• [Work instruction] Starting with the line that contains "15V3M7 8l5-5 5", reproduce each line through the end of the listing below, with no other output.

• [Data for processing]
····················

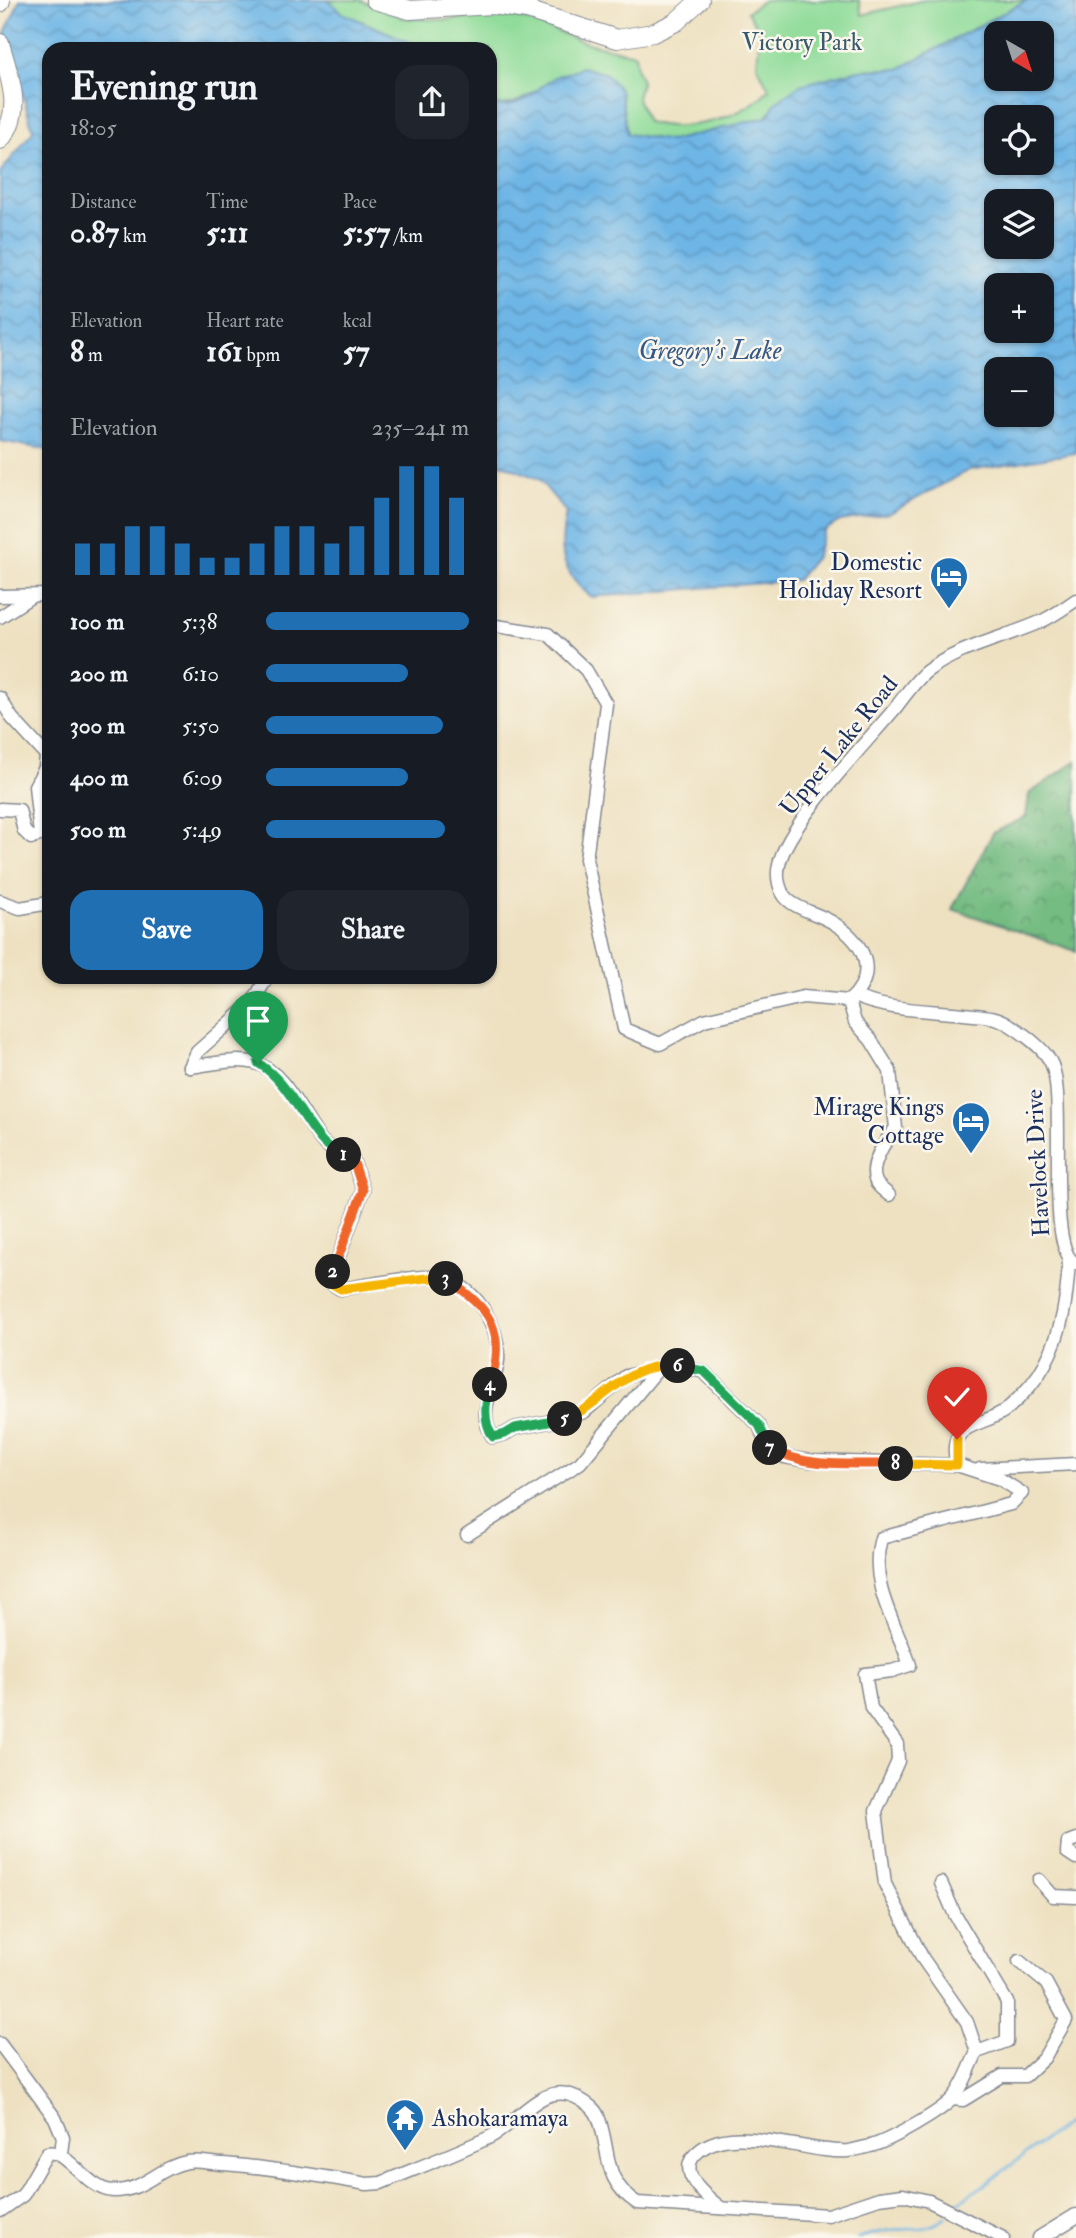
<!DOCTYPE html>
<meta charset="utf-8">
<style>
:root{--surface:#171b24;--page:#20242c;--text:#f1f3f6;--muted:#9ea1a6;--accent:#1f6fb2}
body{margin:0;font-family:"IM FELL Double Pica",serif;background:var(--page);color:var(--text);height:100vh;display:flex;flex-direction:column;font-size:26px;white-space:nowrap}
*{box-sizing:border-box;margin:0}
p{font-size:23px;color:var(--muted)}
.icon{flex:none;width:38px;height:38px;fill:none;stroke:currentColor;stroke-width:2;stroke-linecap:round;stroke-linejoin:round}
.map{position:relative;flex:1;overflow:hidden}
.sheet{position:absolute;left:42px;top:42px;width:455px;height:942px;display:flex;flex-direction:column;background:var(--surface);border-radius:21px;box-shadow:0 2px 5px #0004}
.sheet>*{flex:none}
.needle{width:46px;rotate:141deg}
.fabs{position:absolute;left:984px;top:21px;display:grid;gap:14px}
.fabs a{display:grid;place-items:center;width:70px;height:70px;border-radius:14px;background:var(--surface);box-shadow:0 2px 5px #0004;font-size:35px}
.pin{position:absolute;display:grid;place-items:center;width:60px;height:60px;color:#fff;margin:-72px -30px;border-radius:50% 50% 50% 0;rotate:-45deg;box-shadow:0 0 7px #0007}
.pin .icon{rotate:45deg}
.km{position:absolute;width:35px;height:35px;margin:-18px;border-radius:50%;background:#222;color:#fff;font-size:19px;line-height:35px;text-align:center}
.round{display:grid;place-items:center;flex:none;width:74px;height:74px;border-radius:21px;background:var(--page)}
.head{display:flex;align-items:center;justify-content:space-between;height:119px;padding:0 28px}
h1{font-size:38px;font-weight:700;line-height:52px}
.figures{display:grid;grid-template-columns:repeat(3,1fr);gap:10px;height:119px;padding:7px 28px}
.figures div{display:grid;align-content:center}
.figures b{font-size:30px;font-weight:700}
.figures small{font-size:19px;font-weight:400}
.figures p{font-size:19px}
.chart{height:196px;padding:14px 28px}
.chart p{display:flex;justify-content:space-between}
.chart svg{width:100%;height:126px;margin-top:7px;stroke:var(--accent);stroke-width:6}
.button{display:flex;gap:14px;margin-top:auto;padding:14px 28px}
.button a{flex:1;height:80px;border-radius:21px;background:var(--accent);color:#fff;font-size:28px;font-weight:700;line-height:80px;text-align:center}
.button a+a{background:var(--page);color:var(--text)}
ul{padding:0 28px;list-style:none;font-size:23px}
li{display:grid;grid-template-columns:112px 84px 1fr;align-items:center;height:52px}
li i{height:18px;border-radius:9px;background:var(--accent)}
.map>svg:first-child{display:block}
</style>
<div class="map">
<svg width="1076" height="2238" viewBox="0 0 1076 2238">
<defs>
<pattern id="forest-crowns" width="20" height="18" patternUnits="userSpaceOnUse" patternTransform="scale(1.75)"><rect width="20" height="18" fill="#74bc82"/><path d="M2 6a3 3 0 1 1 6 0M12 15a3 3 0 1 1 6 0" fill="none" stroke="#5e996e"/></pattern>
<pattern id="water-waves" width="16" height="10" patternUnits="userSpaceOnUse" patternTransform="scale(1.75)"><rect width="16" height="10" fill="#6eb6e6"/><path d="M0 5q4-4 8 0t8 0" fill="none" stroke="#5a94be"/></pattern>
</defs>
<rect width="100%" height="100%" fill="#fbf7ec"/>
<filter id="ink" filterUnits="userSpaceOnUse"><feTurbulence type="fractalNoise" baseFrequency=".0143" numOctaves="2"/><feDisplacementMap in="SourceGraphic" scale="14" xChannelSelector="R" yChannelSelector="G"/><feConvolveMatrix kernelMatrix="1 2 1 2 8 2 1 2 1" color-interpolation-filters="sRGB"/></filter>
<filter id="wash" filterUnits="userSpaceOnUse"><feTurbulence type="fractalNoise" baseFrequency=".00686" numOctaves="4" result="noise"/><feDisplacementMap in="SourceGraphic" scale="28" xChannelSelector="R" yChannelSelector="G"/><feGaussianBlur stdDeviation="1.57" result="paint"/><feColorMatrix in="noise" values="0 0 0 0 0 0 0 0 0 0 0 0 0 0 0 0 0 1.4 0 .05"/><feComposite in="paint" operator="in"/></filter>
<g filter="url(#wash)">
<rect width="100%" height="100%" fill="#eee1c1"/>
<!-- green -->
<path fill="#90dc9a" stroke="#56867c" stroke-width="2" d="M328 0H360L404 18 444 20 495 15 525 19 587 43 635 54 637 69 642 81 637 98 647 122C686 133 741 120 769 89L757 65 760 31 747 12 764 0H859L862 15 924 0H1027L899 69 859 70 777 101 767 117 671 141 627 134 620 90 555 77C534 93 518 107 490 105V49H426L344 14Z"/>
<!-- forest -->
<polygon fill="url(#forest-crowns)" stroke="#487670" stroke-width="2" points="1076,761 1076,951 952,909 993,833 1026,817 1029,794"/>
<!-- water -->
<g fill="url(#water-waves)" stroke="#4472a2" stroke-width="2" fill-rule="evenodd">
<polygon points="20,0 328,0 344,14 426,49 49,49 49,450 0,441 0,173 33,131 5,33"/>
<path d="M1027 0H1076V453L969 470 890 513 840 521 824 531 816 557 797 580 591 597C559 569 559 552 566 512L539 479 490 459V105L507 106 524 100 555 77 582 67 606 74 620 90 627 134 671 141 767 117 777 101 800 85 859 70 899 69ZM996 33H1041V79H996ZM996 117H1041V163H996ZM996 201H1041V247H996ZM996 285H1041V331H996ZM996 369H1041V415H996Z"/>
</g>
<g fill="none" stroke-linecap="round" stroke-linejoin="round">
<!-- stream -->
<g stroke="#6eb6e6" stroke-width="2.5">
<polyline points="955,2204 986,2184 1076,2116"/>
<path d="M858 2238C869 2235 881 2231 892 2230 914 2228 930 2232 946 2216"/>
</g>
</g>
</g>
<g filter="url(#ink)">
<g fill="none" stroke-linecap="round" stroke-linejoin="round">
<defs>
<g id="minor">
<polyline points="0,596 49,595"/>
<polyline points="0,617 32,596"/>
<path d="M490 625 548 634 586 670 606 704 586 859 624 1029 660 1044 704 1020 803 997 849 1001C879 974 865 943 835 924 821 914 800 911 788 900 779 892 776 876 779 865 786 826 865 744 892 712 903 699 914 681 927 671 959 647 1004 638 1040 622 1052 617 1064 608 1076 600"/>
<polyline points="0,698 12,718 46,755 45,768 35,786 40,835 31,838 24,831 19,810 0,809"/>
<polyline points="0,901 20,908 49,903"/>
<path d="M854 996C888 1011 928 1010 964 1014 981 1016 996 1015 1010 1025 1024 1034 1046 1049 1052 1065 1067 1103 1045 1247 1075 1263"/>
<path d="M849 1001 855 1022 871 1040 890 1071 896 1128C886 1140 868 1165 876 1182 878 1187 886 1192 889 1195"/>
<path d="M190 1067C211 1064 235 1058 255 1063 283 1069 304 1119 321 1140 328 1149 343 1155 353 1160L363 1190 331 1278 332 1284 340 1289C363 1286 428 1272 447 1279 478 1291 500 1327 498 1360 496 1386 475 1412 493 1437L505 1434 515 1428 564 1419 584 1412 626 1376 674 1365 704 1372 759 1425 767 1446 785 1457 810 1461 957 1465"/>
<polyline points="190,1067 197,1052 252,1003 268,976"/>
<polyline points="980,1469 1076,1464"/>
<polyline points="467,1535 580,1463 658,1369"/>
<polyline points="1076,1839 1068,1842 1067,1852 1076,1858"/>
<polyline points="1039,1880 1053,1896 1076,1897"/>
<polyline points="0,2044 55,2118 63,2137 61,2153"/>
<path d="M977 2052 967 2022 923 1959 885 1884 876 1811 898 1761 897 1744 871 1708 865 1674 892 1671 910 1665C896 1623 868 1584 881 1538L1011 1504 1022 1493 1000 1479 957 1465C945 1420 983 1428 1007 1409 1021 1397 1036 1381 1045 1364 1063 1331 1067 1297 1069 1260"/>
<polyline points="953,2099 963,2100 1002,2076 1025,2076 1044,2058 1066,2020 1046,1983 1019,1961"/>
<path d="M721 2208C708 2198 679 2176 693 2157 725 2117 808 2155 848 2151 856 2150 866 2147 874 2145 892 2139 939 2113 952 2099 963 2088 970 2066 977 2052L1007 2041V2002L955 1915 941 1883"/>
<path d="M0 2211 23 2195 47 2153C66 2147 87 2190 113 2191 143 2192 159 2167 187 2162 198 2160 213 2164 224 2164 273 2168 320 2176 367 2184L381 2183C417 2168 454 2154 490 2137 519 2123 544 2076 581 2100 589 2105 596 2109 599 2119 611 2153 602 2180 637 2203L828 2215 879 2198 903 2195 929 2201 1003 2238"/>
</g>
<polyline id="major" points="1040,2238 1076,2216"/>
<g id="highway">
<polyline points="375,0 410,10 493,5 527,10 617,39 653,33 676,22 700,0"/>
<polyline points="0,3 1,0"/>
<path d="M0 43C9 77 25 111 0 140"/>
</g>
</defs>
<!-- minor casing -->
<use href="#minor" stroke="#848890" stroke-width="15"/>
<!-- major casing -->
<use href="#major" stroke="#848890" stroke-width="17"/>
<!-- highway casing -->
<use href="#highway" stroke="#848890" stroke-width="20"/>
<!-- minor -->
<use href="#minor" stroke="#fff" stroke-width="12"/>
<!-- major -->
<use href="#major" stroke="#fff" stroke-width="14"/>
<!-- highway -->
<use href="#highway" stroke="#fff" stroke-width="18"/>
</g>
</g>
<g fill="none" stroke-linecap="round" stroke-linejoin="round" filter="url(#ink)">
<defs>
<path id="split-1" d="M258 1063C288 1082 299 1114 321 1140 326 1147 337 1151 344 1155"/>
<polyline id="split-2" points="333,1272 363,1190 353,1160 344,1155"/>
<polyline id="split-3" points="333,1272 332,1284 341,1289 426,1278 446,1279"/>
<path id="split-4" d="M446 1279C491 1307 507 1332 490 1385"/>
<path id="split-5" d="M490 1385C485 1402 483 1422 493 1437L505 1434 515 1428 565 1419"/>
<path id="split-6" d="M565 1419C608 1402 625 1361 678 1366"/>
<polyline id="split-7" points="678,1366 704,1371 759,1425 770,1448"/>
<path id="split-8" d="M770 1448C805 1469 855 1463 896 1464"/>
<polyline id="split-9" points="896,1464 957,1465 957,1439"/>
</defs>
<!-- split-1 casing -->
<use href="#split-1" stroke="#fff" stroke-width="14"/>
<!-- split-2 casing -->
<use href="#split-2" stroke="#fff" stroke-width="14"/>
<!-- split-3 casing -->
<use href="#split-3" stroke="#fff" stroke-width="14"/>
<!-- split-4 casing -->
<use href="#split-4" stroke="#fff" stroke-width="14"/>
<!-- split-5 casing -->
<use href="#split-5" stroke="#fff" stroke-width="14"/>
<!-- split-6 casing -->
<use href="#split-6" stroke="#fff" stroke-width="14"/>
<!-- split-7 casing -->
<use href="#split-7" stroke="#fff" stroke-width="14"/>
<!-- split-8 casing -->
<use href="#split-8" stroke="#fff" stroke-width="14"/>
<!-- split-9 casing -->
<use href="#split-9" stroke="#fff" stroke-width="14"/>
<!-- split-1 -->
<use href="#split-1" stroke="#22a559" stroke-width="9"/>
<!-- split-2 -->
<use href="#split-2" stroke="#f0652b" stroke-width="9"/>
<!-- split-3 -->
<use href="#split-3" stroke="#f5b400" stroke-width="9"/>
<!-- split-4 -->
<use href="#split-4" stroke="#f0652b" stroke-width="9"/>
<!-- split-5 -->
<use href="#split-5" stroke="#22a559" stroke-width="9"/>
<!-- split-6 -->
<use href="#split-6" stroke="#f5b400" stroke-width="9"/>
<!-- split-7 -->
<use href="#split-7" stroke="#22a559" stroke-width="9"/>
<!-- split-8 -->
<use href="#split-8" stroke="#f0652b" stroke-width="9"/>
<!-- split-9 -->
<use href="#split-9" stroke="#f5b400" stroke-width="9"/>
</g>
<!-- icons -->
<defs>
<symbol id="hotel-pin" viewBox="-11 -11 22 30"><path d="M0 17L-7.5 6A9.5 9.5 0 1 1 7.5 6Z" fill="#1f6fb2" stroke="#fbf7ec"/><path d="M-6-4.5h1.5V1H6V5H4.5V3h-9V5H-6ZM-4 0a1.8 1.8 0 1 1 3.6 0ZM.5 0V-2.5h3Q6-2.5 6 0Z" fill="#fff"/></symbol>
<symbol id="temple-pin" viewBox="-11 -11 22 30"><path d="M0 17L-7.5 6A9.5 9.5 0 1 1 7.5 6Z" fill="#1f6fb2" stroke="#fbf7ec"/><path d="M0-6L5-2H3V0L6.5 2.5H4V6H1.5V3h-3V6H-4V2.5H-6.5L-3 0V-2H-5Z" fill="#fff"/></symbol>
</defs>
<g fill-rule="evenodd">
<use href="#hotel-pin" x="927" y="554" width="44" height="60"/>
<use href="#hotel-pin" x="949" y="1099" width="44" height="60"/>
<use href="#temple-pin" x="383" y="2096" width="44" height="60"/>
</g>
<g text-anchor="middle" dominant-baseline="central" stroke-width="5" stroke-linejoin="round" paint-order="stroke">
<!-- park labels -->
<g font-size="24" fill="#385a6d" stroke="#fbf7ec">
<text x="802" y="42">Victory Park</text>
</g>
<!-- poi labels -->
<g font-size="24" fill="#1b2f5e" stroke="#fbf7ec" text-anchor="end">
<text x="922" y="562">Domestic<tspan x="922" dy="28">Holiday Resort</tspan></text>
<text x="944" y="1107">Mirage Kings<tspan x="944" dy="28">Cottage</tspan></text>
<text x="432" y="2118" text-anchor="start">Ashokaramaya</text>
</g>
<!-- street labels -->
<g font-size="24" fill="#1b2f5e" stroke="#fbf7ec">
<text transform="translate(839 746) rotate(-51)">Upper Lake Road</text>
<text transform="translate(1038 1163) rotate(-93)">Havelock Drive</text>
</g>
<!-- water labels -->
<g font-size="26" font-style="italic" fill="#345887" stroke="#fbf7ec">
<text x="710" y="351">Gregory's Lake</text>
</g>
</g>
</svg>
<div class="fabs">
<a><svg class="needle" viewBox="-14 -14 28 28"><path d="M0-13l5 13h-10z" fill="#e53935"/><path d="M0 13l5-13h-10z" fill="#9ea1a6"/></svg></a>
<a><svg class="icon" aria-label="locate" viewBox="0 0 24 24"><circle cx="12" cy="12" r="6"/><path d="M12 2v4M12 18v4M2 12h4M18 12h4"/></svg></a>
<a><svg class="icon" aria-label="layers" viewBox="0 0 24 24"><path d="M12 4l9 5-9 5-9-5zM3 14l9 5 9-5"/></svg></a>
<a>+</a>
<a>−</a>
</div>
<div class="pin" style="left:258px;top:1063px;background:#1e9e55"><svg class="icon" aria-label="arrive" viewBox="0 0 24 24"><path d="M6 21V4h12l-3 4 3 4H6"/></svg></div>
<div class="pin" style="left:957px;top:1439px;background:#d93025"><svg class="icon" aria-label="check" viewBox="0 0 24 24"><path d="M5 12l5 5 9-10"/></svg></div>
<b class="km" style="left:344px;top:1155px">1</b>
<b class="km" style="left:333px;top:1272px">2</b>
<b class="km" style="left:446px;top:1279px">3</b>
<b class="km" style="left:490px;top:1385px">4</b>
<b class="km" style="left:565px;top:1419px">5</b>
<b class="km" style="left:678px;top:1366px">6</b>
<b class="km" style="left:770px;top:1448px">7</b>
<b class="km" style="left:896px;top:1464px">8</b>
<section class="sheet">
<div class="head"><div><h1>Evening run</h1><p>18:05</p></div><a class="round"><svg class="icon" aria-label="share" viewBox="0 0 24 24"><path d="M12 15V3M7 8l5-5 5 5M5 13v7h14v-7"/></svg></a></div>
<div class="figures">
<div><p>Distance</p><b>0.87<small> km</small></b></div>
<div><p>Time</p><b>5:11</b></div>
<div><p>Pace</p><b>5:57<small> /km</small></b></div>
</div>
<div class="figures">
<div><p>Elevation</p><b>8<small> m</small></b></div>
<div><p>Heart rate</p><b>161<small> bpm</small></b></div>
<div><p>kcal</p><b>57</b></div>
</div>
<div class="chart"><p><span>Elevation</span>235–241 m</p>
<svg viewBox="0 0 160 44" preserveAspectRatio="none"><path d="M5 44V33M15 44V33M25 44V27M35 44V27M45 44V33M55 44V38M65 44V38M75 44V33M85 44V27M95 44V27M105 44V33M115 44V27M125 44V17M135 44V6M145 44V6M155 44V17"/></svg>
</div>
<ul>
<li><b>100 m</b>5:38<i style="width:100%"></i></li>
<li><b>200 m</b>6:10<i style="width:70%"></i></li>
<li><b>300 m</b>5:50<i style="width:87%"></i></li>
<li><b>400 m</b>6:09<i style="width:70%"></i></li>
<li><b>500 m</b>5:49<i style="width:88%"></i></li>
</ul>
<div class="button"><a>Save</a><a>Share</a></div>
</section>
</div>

····················

• [Answer area]
<div class="head"><div><h1>Evening run</h1><p>18:05</p></div><a class="round"><svg class="icon" aria-label="share" viewBox="0 0 24 24"><path d="M12 15V3M7 8l5-5 5 5M5 13v7h14v-7"/></svg></a></div>
<div class="figures">
<div><p>Distance</p><b>0.87<small> km</small></b></div>
<div><p>Time</p><b>5:11</b></div>
<div><p>Pace</p><b>5:57<small> /km</small></b></div>
</div>
<div class="figures">
<div><p>Elevation</p><b>8<small> m</small></b></div>
<div><p>Heart rate</p><b>161<small> bpm</small></b></div>
<div><p>kcal</p><b>57</b></div>
</div>
<div class="chart"><p><span>Elevation</span>235–241 m</p>
<svg viewBox="0 0 160 44" preserveAspectRatio="none"><path d="M5 44V33M15 44V33M25 44V27M35 44V27M45 44V33M55 44V38M65 44V38M75 44V33M85 44V27M95 44V27M105 44V33M115 44V27M125 44V17M135 44V6M145 44V6M155 44V17"/></svg>
</div>
<ul>
<li><b>100 m</b>5:38<i style="width:100%"></i></li>
<li><b>200 m</b>6:10<i style="width:70%"></i></li>
<li><b>300 m</b>5:50<i style="width:87%"></i></li>
<li><b>400 m</b>6:09<i style="width:70%"></i></li>
<li><b>500 m</b>5:49<i style="width:88%"></i></li>
</ul>
<div class="button"><a>Save</a><a>Share</a></div>
</section>
</div>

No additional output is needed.